Assignment: Look through the entries below. Report each line that has the word "places" in it.

Segment Start: Data shown

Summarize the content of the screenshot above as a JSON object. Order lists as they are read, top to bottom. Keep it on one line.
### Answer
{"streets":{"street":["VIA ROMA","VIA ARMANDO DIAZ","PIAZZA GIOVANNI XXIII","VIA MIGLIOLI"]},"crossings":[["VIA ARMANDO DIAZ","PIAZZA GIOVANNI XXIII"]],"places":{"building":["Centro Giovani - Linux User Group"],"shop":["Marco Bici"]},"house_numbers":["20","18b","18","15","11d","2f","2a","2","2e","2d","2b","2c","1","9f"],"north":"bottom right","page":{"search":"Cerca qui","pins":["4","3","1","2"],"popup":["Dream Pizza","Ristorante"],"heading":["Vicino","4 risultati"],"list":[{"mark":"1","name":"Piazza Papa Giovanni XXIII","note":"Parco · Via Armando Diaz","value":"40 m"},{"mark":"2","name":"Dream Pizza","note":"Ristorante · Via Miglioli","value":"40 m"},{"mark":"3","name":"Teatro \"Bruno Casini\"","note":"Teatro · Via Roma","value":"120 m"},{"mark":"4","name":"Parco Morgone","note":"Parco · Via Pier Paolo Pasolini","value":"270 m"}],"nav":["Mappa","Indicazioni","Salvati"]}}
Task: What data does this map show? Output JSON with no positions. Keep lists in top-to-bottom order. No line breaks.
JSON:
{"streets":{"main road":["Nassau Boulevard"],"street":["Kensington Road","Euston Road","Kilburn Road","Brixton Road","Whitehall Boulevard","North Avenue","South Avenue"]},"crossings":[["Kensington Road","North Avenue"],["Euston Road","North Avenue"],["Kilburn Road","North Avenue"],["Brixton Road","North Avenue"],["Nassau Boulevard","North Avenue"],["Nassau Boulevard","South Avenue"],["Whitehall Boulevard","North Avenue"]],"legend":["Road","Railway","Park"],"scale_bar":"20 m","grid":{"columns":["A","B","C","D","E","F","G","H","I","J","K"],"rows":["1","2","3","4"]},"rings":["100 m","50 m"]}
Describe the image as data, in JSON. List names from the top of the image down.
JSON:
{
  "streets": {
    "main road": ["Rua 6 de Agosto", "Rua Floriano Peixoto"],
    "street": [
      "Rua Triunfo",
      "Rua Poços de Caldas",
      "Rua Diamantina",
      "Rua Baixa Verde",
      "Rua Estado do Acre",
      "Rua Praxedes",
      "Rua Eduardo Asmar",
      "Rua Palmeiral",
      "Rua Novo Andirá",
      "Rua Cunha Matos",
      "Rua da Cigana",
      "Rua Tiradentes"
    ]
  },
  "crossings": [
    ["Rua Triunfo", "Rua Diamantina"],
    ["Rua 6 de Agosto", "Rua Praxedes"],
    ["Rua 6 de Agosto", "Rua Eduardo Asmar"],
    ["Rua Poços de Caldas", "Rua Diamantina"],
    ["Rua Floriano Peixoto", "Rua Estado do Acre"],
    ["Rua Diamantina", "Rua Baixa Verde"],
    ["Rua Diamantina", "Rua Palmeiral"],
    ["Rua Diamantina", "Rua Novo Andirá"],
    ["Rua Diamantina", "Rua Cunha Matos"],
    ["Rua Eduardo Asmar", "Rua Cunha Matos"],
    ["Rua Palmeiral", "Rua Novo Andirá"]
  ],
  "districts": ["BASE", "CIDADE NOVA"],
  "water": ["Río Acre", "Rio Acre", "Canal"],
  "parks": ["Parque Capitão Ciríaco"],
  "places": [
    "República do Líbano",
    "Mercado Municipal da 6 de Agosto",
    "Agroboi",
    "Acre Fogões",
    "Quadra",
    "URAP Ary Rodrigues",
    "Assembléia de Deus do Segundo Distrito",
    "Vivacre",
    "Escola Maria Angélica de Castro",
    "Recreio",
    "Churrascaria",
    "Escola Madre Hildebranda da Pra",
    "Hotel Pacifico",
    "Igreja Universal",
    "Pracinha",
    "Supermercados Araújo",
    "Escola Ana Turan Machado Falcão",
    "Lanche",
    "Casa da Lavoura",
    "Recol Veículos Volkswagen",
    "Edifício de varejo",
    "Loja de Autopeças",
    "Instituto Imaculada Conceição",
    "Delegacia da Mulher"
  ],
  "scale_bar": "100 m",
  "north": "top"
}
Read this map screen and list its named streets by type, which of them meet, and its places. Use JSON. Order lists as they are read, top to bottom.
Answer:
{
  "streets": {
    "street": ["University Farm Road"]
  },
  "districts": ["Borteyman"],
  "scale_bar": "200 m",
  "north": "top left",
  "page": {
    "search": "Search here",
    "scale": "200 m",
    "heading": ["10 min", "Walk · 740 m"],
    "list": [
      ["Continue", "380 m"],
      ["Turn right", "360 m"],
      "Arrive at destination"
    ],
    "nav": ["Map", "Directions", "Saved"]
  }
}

Segment End: Data shown

Answer to this exercise:
{"streets":{"street":["VIA ROMA","VIA ARMANDO DIAZ","PIAZZA GIOVANNI XXIII","VIA MIGLIOLI"]},"crossings":[["VIA ARMANDO DIAZ","PIAZZA GIOVANNI XXIII"]],"places":{"building":["Centro Giovani - Linux User Group"],"shop":["Marco Bici"]},"house_numbers":["20","18b","18","15","11d","2f","2a","2","2e","2d","2b","2c","1","9f"],"north":"bottom right","page":{"search":"Cerca qui","pins":["4","3","1","2"],"popup":["Dream Pizza","Ristorante"],"heading":["Vicino","4 risultati"],"list":[{"mark":"1","name":"Piazza Papa Giovanni XXIII","note":"Parco · Via Armando Diaz","value":"40 m"},{"mark":"2","name":"Dream Pizza","note":"Ristorante · Via Miglioli","value":"40 m"},{"mark":"3","name":"Teatro \"Bruno Casini\"","note":"Teatro · Via Roma","value":"120 m"},{"mark":"4","name":"Parco Morgone","note":"Parco · Via Pier Paolo Pasolini","value":"270 m"}],"nav":["Mappa","Indicazioni","Salvati"]}}
  "places": [
Read this map screen and list its named streets by type, which of them meet, and its places. Use JSON. Order lists as they are read, top to bottom.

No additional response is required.